The past few years have a seen a growing focus on how leaders can be socially responsible. It’s a trend that’s already well-understood, but recent events involving Pepsi and United Airlines have thrown the issue back into the global spotlight.
The United Airlines example in particular proved that a leader can damage the public perception of both themselves and their company if they react in the wrong way. The issue here is that the right and wrong responses to an event aren’t defined by company process or shareholder reaction – but often by the public themselves. So, how do you put yourself and your company on the front foot and do the right thing?

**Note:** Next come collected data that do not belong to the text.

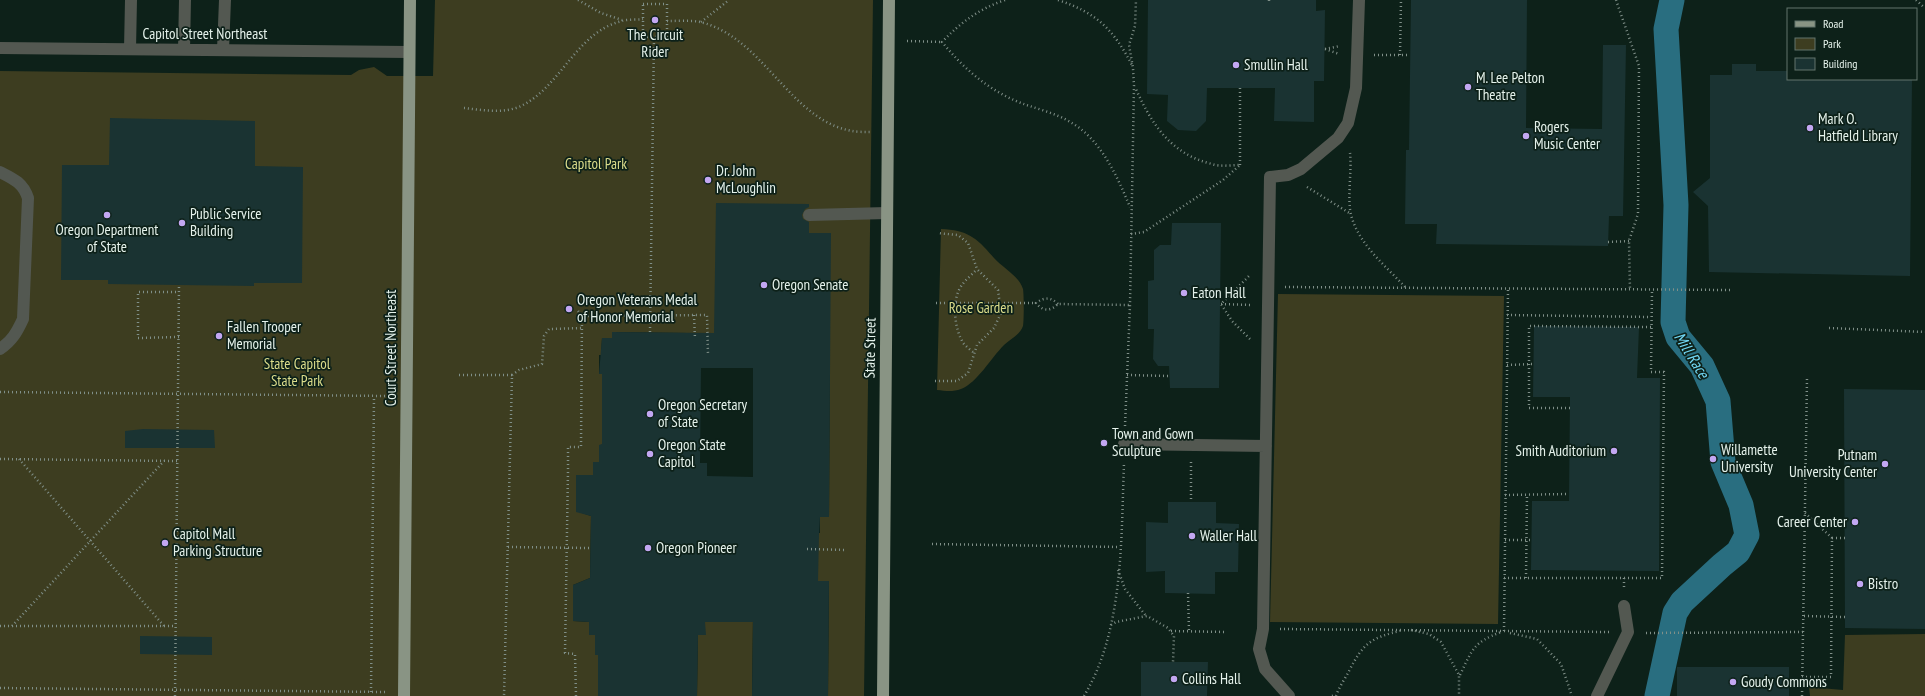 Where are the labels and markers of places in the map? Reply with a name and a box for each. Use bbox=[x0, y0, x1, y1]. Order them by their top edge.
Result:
marker: The Circuit Rider bbox=[650, 15, 660, 25]
place label: The Circuit Rider bbox=[627, 25, 683, 61]
place label: Smullin Hall bbox=[1244, 55, 1308, 74]
marker: Smullin Hall bbox=[1231, 60, 1241, 70]
place label: M. Lee Pelton Theatre bbox=[1476, 68, 1545, 104]
marker: M. Lee Pelton Theatre bbox=[1463, 82, 1473, 92]
place label: Mark O. Hatfield Library bbox=[1818, 109, 1898, 145]
place label: Rogers Music Center bbox=[1534, 117, 1601, 153]
marker: Mark O. Hatfield Library bbox=[1805, 123, 1815, 133]
marker: Rogers Music Center bbox=[1521, 131, 1531, 141]
place label: Dr. John McLoughlin bbox=[716, 161, 776, 197]
marker: Dr. John McLoughlin bbox=[703, 175, 713, 185]
place label: Public Service Building bbox=[190, 204, 261, 240]
marker: Oregon Department of State bbox=[102, 210, 112, 220]
marker: Public Service Building bbox=[177, 218, 187, 228]
place label: Oregon Department of State bbox=[55, 220, 159, 256]
place label: Oregon Senate bbox=[772, 275, 849, 294]
marker: Oregon Senate bbox=[759, 280, 769, 290]
place label: Eaton Hall bbox=[1192, 283, 1246, 302]
marker: Eaton Hall bbox=[1179, 288, 1189, 298]
place label: Oregon Veterans Medal of Honor Memorial bbox=[577, 290, 698, 326]
marker: Oregon Veterans Medal of Honor Memorial bbox=[564, 304, 574, 314]
place label: Fallen Trooper Memorial bbox=[227, 317, 302, 353]
marker: Fallen Trooper Memorial bbox=[214, 331, 224, 341]
place label: Oregon Secretary of State bbox=[658, 395, 748, 431]
marker: Oregon Secretary of State bbox=[645, 409, 655, 419]
place label: Town and Gown Sculpture bbox=[1112, 424, 1194, 460]
place label: Oregon State Capitol bbox=[658, 435, 726, 471]
marker: Town and Gown Sculpture bbox=[1099, 438, 1109, 448]
place label: Willamette University bbox=[1721, 440, 1778, 476]
place label: Smith Auditorium bbox=[1516, 441, 1606, 460]
place label: Putnam University Center bbox=[1789, 445, 1878, 481]
marker: Smith Auditorium bbox=[1609, 446, 1619, 456]
marker: Oregon State Capitol bbox=[645, 449, 655, 459]
marker: Willamette University bbox=[1708, 454, 1718, 464]
marker: Putnam University Center bbox=[1880, 459, 1890, 469]
place label: Career Center bbox=[1777, 512, 1848, 531]
marker: Career Center bbox=[1850, 517, 1860, 527]
place label: Capitol Mall Parking Structure bbox=[173, 524, 262, 560]
place label: Waller Hall bbox=[1200, 526, 1258, 545]
marker: Waller Hall bbox=[1187, 531, 1197, 541]
marker: Capitol Mall Parking Structure bbox=[160, 538, 170, 548]
place label: Oregon Pioneer bbox=[656, 538, 738, 557]
marker: Oregon Pioneer bbox=[643, 543, 653, 553]
place label: Bistro bbox=[1868, 574, 1898, 593]
marker: Bistro bbox=[1855, 579, 1865, 589]
place label: Collins Hall bbox=[1182, 669, 1242, 688]
place label: Goudy Commons bbox=[1741, 672, 1827, 691]
marker: Collins Hall bbox=[1169, 674, 1179, 684]
marker: Goudy Commons bbox=[1728, 677, 1738, 687]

Act because it’s the right thing to do
It seems like such an obvious piece of advice yet it’s so rarely followed. In many of these issues we see dragged across social media, people are acting according to rigid black and white processes when it seems clear – from the outside at least – that acting with common sense would offer a better solution for all parties involved.

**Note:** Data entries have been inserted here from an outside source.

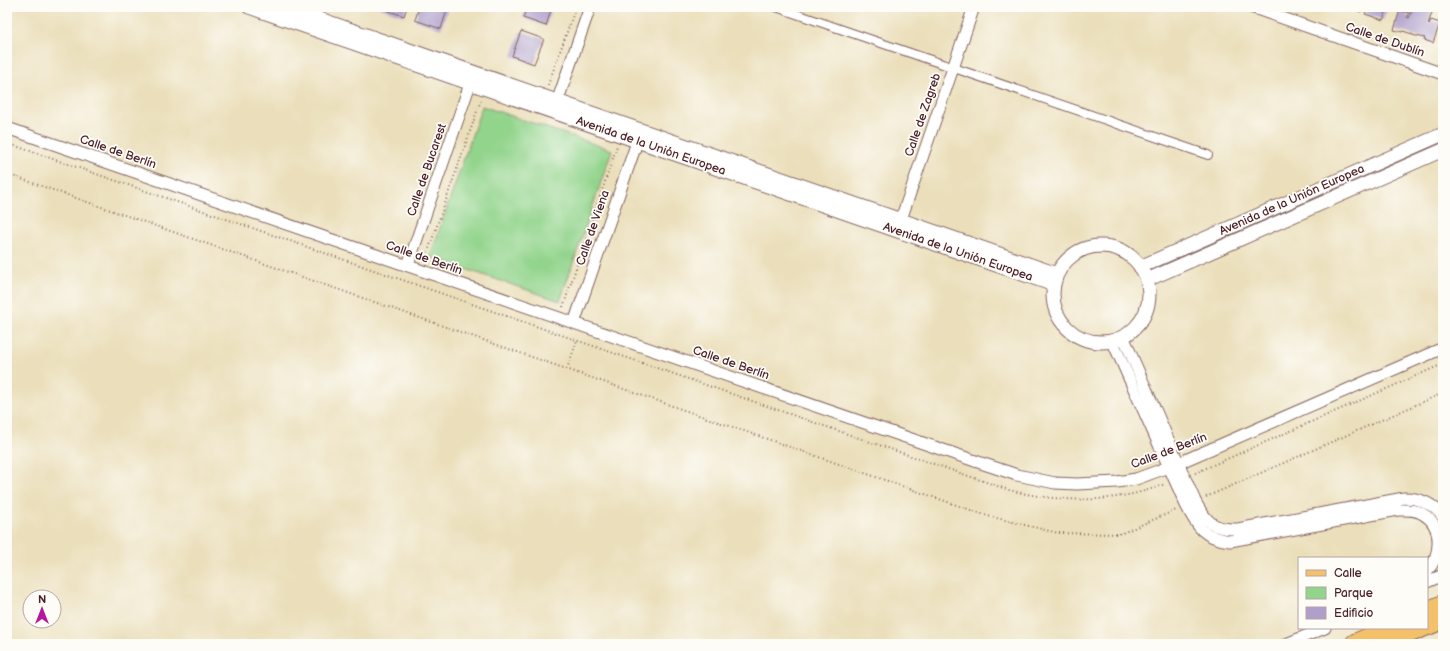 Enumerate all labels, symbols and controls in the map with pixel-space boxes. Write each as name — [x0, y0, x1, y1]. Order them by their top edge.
street label: Calle de Dublín — [1343, 19, 1427, 61]
street label: Calle de Zagreb — [902, 71, 944, 159]
street label: Avenida de la Unión Europea — [574, 113, 728, 179]
street label: Calle de Bucarest — [404, 121, 450, 218]
street label: Calle de Berlín — [78, 132, 159, 172]
street label: Avenida de la Unión Europea — [1217, 161, 1367, 239]
street label: Calle de Viena — [573, 188, 613, 268]
street label: Avenida de la Unión Europea — [881, 219, 1035, 285]
street label: Calle de Berlín — [384, 238, 465, 278]
street label: Calle de Berlín — [691, 343, 772, 383]
street label: Calle de Berlín — [1129, 430, 1209, 472]
legend — [1298, 557, 1428, 629]
text: Calle — [1334, 566, 1362, 581]
text: Parque — [1334, 586, 1373, 601]
north arrow — [22, 589, 62, 629]
text: N — [38, 593, 46, 606]
text: Edificio — [1334, 606, 1374, 621]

Leaders set the moral compass for the organisation. The way they act informs the culture that the rest of the team follows. A senior leadership team that prioritises process over ethical decisions will lead a staff that is overly governed by procedure.

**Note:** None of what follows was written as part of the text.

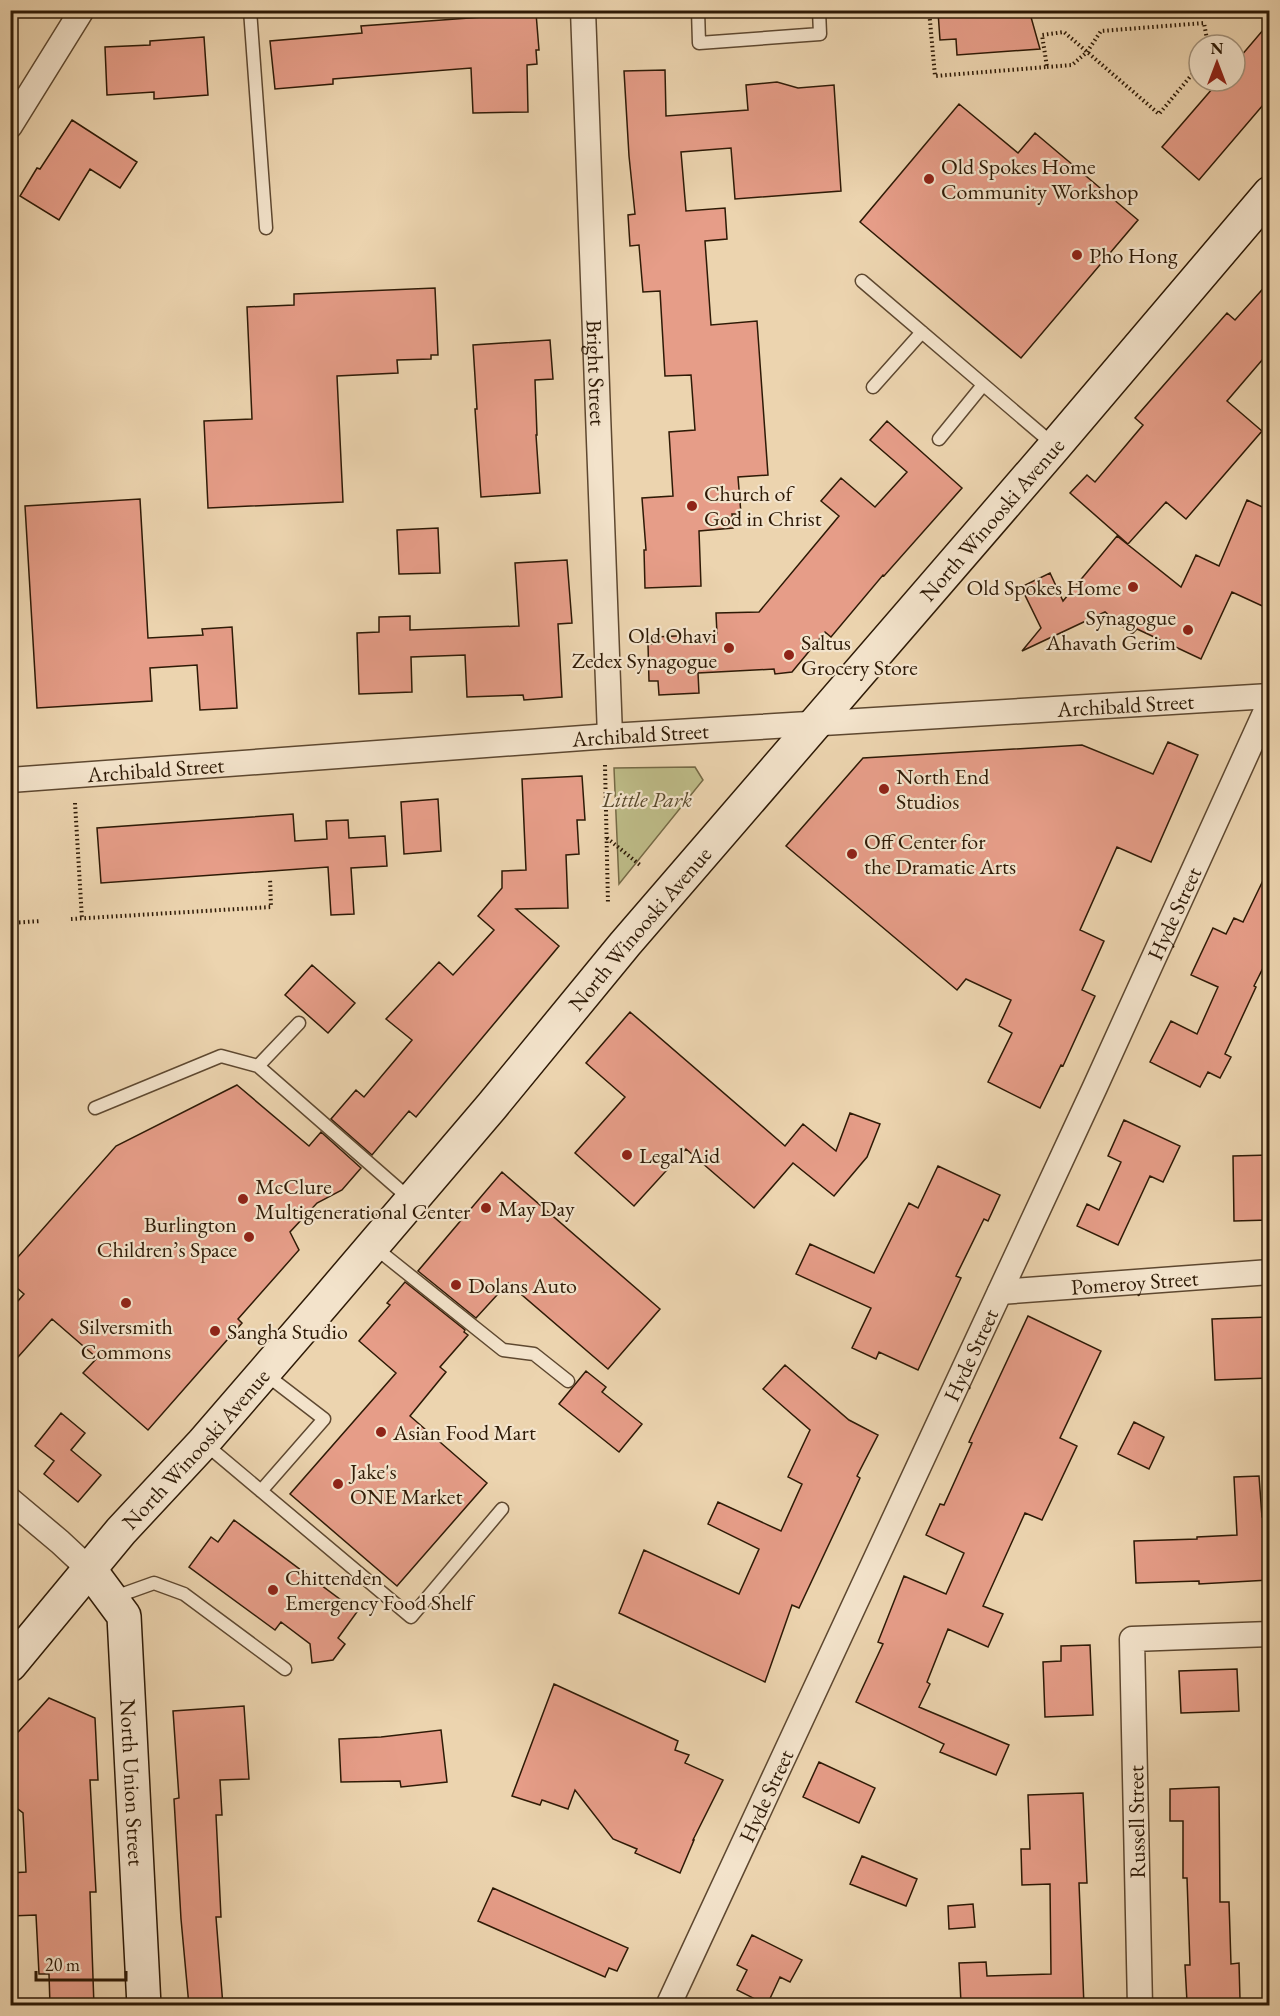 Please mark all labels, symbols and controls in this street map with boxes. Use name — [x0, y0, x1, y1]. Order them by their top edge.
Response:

The challenge is being okay with that fact that, while certain decisions may be right for the company, the employees, the customers or the community, they may not be the best move in terms of profitability. That doesn’t matter if it’s the right thing to do.
The key to working out what the right thing to do actually is involves understanding an organisation’s purpose – we’re not just here to make money. It’s a view we’ve all heard from Simon Sinek. If you can get the “why” right, you can better understand what the right thing is by you and your employees.
When can you let common sense prevail?
Time and time again we’ve had moral and ethical issues make the news that prove business leaders and their employees have to know when a situation is in a grey area and can’t be solved just by following procedure.
For example, with the United Airlines case, the conclusion the flight staff came to didn’t make any sense. Yet somehow, by blindly following the rules, they found themselves in a situation that sparked mass outrage from the general public, leading to significant financial and reputational damage.
Following that, the leader came out and supported the employees in the statement. Sure, it’s the correct process to take when following the rules, and may well have seemed appropriate with the information he had, but it just wasn’t the right thing to do.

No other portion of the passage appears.